Samolot pasażerski wypadł z pasa, uderzył w betonową ścianę. Przeżyły tylko dwie osoby
Tragiczny wypadek miał miejsce w niedzielę rano na lotnisku międzynarodowym Muan. Należący do linii lotniczej Jeju Air samolot przyleciał z Bangkoku. Jak donosi agencja AP, pierwsza próba wylądowania została przerwana przez załogę i samolot odszedł na drugi krąg. Za drugim razem wylądował ze złożonym podwoziem, nie zdążył się zatrzymać na pasie startowym i uderzył w betonową barierę.
Tylko dwie osoby przeżyły
Siła uderzenia była ogromna. Samolot rozpadł się na kawałki i stanął w płomieniach. Jedynie część ogonowa pozostała w mniej więcej jednym kawałku. Ratownikom udało się wyciągnąć z niej dwóch członków załogi, którzy cudem przeżyli tę katastrofę. Podejrzewają, że 179 pozostałych osób na pokładzie straciło życie. Jeżeli się to potwierdzi – obecnie nadal trwają poszukiwania zwłok kilkudziesięciu pasażerów – to będzie to największa katastrofa lotnicza w historii Korei Południowej.

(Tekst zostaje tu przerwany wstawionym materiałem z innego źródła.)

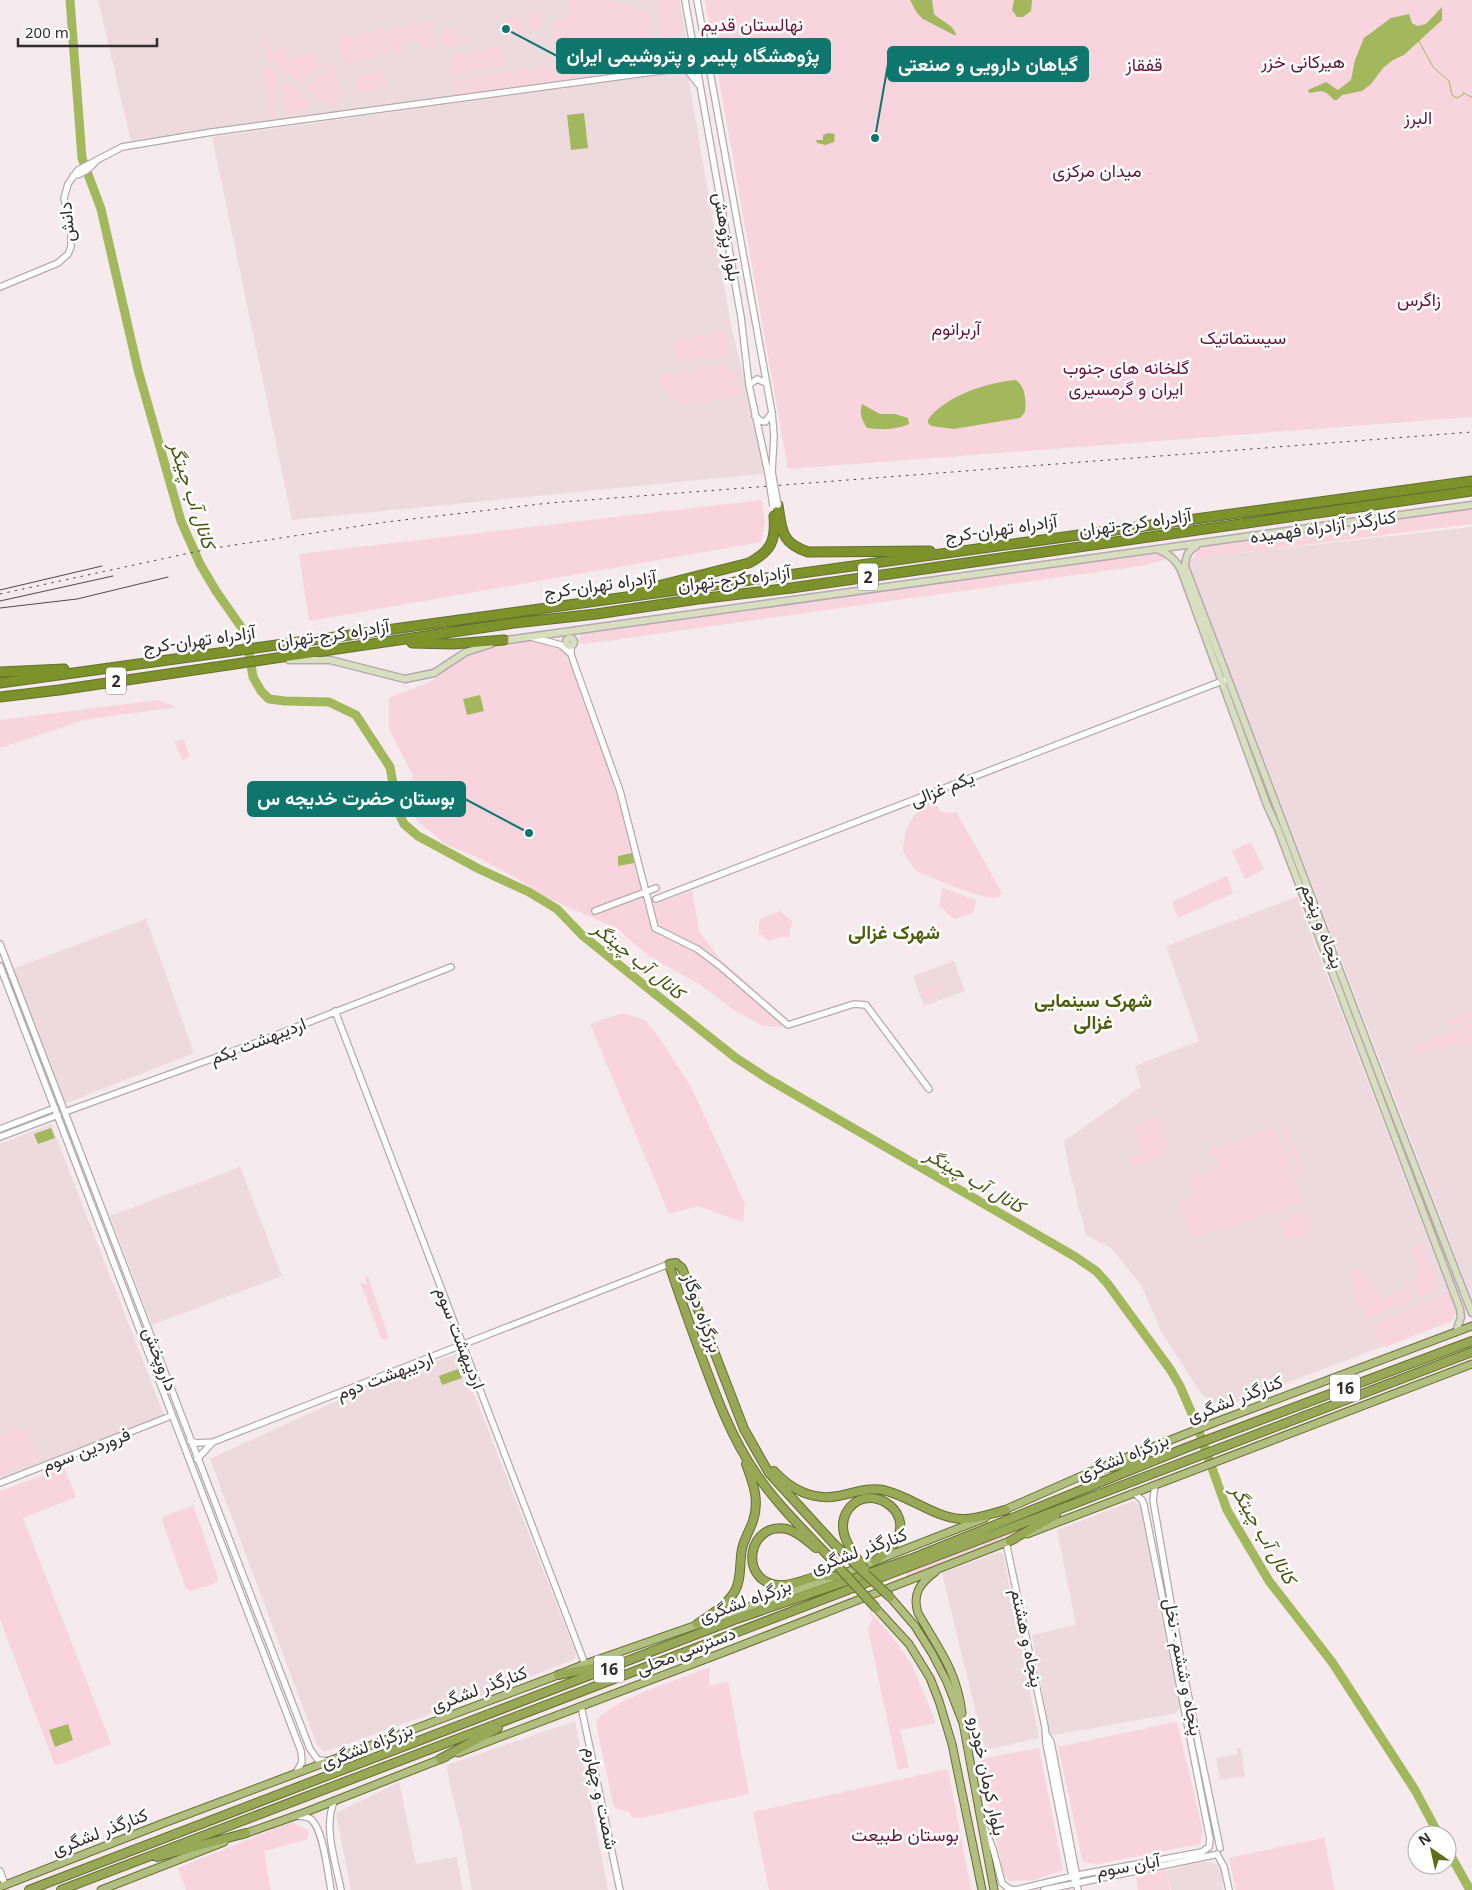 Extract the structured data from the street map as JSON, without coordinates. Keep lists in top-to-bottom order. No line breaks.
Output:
{"streets":{"highway":["آزادراه کرج-تهران","آزادراه تهران-کرج","2","بزرگراه دوگاز","16","بزرگراه لشگری"],"main road":["کنارگذر آزادراه فهمیده","پنجاه و پنجم","کنارگذر لشگری","دسترسی محلی","بلوار کرمان خودرو"],"street":["دانش","بلوار پژوهش","یکم غزالی","اردیبهشت یکم","اردیبهشت سوم","داروپخش","اردیبهشت دوم","فروردین سوم","پنجاه و هشتم","پنجاه و ششم - نخل","شصت و چهارم","آبان سوم"]},"crossings":[["آزادراه کرج-تهران","کنارگذر آزادراه فهمیده"],["یکم غزالی","پنجاه و پنجم"],["اردیبهشت یکم","اردیبهشت سوم"],["اردیبهشت یکم","داروپخش"],["بزرگراه دوگاز","اردیبهشت دوم"],["بزرگراه دوگاز","بلوار کرمان خودرو"],["اردیبهشت سوم","اردیبهشت دوم"],["اردیبهشت سوم","کنارگذر لشگری"],["داروپخش","اردیبهشت دوم"],["داروپخش","فروردین سوم"],["پنجاه و هشتم","آبان سوم"],["دسترسی محلی","شصت و چهارم"],["پنجاه و ششم - نخل","آبان سوم"],["بلوار کرمان خودرو","آبان سوم"]],"districts":["شهرک غزالی","شهرک سینمایی غزالی"],"water":["کانال آب چیتگر"],"parks":["نهالستان قدیم","هیرکانی خزر","قفقاز","البرز","میدان مرکزی","زاگرس","آربرانوم","سیستماتیک","گلخانه های جنوب ایران و گرمسیری","بوستان طبیعت"],"places":["پژوهشگاه پلیمر و پتروشیمی ایران","گیاهان دارویی و صنعتی","بوستان حضرت خدیجه س"],"scale_bar":"200 m","north":"top left"}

Na razie nie wiadomo, co było powodem katastrofy. Jeden ze świadków, który znajdował się wtedy na lotnisku, powiedział mediom, że przed katastrofą zobaczył iskry na prawym skrzydle samolotu. Inny twierdzi, że kiedy samolot odszedł na drugi krąg, usłyszał dwa razy dźwięk metalu trącego o metal. Władze podejrzewają, że powodem było połączenie kolizji z ptakiem ze złymi warunkami pogodowymi.
Jeju Air to jedna z największych tanich linii lotniczych w Korei Południowej. Był to pierwszy poważny wypadek w jej historii. W 2007 roku, dwa lata od jej założenia, Bombardier Q400 wypadł z pasa z powodu silnego wiatru, ale nikt wtedy nie zginął. Przedstawiciel firmy powiedział agencji Yonhap, że samolot, który się rozbił, miał 15 lat. Dotychczas nie było z nim żadnych problemów technicznych.